[Records excerpted from a collection]

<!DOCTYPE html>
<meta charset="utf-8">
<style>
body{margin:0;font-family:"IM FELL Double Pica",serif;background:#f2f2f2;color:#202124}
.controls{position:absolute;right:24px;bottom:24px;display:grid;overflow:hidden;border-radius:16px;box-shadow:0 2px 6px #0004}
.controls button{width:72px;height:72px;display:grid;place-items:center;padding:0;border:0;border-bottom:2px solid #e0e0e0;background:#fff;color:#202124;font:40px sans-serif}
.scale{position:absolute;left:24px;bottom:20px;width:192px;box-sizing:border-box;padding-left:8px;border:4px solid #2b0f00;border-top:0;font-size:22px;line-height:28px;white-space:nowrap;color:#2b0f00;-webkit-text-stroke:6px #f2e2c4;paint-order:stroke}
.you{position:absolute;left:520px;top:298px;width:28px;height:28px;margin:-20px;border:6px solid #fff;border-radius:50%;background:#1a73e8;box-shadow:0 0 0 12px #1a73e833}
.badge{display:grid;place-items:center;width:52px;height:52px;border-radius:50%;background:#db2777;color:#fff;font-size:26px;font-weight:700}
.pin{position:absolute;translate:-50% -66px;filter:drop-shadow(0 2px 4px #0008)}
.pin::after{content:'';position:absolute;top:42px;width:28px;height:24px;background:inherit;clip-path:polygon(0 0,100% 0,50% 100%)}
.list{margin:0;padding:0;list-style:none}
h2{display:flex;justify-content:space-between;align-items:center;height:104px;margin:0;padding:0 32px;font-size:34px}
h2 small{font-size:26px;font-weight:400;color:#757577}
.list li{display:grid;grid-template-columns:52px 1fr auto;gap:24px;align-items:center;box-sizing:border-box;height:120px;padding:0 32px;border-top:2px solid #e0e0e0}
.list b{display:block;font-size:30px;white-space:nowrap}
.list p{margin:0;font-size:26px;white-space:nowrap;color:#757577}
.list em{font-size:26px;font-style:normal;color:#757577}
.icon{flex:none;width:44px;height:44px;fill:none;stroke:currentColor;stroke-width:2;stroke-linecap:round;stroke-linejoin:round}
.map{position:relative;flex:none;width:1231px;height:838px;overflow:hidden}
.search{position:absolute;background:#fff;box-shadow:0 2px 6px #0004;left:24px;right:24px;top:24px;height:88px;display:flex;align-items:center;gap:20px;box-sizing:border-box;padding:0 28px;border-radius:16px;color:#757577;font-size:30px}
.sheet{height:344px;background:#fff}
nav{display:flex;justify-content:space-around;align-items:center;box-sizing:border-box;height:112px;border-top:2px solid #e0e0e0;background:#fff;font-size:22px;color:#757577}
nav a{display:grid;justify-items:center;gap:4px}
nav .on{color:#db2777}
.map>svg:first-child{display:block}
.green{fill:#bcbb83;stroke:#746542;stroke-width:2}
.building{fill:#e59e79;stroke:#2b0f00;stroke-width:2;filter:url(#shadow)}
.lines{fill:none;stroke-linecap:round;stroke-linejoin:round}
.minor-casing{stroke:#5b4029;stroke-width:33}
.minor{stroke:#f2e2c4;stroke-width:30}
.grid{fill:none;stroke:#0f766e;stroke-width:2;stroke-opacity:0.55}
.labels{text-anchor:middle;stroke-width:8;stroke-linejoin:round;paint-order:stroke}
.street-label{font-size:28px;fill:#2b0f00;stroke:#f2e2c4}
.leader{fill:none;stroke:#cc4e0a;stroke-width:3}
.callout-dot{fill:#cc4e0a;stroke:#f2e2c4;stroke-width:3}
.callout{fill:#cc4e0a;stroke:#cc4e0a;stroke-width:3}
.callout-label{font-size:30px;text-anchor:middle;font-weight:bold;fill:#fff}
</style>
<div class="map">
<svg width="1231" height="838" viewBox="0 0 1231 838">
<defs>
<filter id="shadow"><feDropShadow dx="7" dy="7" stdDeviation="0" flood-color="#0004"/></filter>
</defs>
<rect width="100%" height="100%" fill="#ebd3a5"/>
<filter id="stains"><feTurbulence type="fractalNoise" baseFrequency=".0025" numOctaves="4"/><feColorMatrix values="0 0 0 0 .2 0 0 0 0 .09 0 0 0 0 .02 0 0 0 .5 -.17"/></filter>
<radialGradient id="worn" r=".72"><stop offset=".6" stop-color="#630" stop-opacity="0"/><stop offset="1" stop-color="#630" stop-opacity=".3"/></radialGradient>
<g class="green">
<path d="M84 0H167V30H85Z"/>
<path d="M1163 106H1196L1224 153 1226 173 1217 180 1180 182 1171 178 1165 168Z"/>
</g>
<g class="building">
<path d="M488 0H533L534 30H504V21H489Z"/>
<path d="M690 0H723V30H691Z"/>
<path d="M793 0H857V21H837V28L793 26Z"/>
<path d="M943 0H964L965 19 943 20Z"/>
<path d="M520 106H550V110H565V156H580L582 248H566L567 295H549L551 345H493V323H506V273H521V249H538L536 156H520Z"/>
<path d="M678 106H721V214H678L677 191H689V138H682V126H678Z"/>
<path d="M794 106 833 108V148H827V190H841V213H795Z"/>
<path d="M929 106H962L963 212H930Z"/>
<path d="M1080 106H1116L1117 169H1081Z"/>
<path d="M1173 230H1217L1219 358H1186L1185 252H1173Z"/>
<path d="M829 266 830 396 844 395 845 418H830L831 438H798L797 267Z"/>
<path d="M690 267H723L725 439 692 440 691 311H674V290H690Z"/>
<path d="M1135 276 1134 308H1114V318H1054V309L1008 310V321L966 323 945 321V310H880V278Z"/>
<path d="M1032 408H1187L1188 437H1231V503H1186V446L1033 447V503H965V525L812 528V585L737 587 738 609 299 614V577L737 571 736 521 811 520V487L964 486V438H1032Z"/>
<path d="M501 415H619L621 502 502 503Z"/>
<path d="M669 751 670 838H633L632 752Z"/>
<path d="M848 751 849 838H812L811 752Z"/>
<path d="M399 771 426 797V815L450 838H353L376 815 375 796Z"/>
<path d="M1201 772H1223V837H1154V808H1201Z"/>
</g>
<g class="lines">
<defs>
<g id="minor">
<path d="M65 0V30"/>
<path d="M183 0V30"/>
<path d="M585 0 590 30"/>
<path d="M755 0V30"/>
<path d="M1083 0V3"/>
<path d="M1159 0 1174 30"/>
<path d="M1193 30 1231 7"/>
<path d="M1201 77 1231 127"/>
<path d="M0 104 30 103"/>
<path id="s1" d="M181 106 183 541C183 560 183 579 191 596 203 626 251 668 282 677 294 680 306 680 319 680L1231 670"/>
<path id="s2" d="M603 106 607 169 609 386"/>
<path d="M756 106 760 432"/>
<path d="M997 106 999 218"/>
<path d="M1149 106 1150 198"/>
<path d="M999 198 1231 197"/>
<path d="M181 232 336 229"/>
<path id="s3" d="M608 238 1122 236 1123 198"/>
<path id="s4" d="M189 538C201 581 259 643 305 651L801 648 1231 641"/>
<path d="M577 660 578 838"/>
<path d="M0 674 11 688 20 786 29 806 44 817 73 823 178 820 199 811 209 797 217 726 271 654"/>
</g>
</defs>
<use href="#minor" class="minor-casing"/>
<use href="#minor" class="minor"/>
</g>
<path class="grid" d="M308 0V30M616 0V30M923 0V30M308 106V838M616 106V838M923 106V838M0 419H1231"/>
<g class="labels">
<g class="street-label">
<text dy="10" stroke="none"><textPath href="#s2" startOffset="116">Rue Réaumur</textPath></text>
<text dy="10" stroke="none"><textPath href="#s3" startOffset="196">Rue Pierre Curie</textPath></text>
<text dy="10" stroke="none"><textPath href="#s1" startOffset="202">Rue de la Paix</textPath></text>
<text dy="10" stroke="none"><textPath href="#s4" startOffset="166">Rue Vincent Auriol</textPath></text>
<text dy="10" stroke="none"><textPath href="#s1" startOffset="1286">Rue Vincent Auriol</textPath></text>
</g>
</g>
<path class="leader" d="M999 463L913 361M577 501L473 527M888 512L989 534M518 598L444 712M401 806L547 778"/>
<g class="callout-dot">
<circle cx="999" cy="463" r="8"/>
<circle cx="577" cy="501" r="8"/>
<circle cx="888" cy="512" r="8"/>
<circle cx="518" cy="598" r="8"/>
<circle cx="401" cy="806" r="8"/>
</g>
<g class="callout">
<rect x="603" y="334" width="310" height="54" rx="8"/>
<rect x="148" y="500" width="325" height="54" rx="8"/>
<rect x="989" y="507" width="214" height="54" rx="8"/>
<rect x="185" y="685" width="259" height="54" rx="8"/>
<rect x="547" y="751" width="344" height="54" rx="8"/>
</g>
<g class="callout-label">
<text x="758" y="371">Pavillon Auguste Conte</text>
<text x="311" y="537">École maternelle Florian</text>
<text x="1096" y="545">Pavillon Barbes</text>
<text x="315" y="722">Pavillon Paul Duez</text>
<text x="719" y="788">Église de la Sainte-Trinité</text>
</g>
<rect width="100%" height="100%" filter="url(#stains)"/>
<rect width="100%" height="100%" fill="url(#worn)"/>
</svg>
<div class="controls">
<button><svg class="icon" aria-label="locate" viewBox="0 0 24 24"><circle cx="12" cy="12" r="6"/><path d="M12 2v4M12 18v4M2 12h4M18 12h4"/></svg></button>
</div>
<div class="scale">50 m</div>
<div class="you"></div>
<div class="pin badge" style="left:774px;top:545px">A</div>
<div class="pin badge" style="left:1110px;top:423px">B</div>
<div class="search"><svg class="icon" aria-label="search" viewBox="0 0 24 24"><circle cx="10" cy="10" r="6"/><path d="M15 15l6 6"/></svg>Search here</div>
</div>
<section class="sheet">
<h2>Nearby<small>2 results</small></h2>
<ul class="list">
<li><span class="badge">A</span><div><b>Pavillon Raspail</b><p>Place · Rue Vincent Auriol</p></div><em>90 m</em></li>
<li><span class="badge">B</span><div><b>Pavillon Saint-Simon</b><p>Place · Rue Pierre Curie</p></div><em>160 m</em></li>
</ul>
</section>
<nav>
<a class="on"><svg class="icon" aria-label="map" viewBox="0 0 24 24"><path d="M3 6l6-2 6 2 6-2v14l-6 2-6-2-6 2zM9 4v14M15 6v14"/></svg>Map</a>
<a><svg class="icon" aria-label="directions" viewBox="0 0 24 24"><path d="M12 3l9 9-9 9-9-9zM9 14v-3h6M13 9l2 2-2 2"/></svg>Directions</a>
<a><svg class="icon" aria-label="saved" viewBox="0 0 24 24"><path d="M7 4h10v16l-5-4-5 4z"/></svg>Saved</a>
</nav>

## WORK ITEM
Write out only the lines from the very start of the entries above to the line that includes "-66px;filter:drop-shadow(0 2px 4px", both ends included, each one unchanged.

## RESULT OF THE EXERCISE
<!DOCTYPE html>
<meta charset="utf-8">
<style>
body{margin:0;font-family:"IM FELL Double Pica",serif;background:#f2f2f2;color:#202124}
.controls{position:absolute;right:24px;bottom:24px;display:grid;overflow:hidden;border-radius:16px;box-shadow:0 2px 6px #0004}
.controls button{width:72px;height:72px;display:grid;place-items:center;padding:0;border:0;border-bottom:2px solid #e0e0e0;background:#fff;color:#202124;font:40px sans-serif}
.scale{position:absolute;left:24px;bottom:20px;width:192px;box-sizing:border-box;padding-left:8px;border:4px solid #2b0f00;border-top:0;font-size:22px;line-height:28px;white-space:nowrap;color:#2b0f00;-webkit-text-stroke:6px #f2e2c4;paint-order:stroke}
.you{position:absolute;left:520px;top:298px;width:28px;height:28px;margin:-20px;border:6px solid #fff;border-radius:50%;background:#1a73e8;box-shadow:0 0 0 12px #1a73e833}
.badge{display:grid;place-items:center;width:52px;height:52px;border-radius:50%;background:#db2777;color:#fff;font-size:26px;font-weight:700}
.pin{position:absolute;translate:-50% -66px;filter:drop-shadow(0 2px 4px #0008)}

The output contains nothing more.